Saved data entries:
:::::
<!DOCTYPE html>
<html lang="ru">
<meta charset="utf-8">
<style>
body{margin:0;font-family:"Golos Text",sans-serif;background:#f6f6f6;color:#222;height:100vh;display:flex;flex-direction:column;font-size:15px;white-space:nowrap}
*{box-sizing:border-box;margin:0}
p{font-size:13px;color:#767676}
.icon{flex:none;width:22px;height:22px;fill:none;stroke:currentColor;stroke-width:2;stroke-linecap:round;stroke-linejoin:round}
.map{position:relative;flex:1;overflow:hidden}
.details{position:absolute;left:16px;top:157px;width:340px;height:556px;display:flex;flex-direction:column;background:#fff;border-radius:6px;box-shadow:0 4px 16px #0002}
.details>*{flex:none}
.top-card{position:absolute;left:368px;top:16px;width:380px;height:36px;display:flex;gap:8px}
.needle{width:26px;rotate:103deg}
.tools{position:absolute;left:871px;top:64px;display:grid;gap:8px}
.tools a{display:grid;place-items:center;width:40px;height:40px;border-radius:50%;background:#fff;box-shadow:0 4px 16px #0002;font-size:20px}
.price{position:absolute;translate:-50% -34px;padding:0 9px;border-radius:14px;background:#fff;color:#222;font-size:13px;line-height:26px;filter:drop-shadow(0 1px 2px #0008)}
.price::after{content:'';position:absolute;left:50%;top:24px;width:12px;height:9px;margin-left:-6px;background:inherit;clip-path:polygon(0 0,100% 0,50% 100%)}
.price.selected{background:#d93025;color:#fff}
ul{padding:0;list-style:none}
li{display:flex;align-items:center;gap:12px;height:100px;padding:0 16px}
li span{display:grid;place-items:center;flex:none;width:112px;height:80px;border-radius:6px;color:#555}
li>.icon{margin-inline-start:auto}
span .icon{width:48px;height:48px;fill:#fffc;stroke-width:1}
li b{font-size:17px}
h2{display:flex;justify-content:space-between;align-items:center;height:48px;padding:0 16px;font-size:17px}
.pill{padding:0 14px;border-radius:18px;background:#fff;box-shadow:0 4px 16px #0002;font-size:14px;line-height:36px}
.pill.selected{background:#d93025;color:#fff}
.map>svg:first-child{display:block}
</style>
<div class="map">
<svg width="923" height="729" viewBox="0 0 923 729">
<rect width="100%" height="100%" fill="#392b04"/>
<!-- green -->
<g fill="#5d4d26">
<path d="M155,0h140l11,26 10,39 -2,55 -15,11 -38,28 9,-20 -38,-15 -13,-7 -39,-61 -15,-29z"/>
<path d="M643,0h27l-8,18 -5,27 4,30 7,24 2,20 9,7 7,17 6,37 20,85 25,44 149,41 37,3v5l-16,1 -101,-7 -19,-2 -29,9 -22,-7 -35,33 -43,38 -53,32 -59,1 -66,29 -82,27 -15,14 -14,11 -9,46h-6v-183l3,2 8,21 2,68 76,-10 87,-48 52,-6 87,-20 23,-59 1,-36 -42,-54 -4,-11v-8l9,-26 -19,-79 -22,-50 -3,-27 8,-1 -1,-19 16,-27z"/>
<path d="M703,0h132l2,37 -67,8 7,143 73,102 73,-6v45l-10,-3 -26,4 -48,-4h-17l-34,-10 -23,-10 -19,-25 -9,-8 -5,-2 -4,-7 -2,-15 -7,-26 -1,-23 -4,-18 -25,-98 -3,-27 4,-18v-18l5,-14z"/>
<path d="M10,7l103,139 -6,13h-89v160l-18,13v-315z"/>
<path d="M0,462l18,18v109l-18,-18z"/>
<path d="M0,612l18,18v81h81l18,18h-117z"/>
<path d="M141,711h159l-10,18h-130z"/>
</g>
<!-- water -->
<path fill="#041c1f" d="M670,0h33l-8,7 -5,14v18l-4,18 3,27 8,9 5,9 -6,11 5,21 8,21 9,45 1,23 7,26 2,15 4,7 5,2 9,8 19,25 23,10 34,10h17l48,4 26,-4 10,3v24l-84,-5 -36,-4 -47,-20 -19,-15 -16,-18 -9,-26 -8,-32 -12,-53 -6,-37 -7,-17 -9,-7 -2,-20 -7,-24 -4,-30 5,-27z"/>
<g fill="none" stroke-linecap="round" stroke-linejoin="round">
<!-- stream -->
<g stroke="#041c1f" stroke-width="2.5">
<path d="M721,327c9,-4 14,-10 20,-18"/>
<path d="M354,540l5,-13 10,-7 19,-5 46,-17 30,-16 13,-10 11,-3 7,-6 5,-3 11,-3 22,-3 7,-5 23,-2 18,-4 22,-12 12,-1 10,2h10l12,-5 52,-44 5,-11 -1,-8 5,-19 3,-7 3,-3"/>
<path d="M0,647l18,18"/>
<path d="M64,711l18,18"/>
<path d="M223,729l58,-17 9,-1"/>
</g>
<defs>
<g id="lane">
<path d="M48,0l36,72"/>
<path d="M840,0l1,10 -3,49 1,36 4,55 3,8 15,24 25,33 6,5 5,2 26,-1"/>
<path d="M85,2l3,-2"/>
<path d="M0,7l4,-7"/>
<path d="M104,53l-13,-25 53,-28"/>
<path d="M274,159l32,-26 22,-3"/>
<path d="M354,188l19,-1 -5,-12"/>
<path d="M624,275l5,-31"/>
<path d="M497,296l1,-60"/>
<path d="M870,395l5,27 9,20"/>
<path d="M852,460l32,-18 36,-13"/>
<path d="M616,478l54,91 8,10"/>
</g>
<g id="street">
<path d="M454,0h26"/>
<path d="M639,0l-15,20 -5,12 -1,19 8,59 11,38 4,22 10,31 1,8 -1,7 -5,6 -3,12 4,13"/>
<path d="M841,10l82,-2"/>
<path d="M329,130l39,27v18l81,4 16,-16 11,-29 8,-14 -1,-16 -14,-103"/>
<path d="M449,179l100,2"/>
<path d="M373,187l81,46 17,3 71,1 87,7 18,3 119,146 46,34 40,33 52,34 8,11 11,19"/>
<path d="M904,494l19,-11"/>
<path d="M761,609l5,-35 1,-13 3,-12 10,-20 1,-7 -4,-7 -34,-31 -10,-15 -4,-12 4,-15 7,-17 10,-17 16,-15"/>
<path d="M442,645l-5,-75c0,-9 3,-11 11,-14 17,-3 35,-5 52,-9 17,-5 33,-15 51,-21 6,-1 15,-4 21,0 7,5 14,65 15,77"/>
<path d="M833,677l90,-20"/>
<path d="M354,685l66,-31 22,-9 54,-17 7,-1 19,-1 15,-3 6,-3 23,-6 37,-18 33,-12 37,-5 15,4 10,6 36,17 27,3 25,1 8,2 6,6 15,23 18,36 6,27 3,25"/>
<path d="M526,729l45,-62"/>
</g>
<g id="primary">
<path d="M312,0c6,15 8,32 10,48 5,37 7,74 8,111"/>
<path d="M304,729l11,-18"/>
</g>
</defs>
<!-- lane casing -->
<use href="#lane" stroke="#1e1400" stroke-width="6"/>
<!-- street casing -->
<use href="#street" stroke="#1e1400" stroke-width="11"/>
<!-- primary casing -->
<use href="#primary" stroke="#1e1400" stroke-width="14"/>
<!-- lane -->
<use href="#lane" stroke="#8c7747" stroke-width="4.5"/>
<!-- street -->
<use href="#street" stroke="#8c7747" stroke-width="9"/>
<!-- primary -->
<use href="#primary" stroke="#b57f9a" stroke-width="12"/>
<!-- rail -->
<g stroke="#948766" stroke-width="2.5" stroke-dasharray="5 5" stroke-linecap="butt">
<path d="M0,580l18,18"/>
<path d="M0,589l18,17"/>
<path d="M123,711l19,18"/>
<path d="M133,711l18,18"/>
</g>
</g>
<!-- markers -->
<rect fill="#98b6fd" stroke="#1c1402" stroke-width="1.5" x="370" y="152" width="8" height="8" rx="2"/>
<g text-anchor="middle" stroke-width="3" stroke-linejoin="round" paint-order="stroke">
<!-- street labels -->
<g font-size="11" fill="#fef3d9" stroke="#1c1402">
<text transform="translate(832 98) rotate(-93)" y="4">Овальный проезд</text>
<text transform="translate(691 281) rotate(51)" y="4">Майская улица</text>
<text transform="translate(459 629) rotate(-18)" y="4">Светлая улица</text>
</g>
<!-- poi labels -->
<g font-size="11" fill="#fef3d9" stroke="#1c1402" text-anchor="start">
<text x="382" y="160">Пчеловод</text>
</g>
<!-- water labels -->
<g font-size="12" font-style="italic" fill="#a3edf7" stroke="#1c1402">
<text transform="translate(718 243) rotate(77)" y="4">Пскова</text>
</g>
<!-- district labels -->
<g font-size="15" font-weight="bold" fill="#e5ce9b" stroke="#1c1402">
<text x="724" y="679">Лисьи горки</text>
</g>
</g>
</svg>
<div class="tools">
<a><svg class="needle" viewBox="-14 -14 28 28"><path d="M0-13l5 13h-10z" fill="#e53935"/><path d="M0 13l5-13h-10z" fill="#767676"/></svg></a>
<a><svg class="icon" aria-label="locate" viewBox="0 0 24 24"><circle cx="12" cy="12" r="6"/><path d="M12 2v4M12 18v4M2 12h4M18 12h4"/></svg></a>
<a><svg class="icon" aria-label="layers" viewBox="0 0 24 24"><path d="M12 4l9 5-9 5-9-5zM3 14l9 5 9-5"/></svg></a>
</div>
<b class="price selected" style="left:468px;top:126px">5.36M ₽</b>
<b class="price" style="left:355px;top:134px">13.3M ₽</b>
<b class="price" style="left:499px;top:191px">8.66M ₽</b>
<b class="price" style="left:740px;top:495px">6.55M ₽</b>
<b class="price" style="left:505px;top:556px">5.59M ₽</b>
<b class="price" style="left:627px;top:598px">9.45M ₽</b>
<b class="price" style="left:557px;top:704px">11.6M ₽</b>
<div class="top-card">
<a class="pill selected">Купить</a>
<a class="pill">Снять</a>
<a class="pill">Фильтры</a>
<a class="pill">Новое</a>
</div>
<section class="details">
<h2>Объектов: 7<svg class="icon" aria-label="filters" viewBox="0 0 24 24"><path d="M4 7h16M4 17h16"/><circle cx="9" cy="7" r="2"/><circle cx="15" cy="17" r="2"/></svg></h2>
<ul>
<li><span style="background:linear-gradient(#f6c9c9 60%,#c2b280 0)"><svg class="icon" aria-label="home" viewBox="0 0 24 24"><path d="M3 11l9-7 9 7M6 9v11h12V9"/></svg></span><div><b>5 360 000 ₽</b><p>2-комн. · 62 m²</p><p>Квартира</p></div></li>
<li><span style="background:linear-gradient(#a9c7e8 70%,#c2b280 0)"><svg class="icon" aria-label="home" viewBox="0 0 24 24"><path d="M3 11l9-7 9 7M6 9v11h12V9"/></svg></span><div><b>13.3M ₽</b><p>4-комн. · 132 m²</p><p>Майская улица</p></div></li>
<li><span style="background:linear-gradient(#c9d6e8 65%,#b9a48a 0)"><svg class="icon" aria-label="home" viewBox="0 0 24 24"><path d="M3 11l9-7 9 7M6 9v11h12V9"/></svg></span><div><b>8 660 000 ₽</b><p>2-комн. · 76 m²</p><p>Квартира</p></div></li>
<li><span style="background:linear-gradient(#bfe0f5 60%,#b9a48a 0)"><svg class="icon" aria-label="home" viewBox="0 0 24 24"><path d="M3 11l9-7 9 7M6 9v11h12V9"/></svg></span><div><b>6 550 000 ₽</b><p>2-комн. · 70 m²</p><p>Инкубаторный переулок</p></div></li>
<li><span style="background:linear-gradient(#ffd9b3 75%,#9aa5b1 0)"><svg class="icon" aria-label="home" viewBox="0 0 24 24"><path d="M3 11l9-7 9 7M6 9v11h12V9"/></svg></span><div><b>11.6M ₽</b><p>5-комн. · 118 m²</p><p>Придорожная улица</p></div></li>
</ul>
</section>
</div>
:::::
• _Work order_:
Pull each line containing the word "start" out of the data above.

• _Reply to the exercise_:
li>.icon{margin-inline-start:auto}
<g font-size="11" fill="#fef3d9" stroke="#1c1402" text-anchor="start">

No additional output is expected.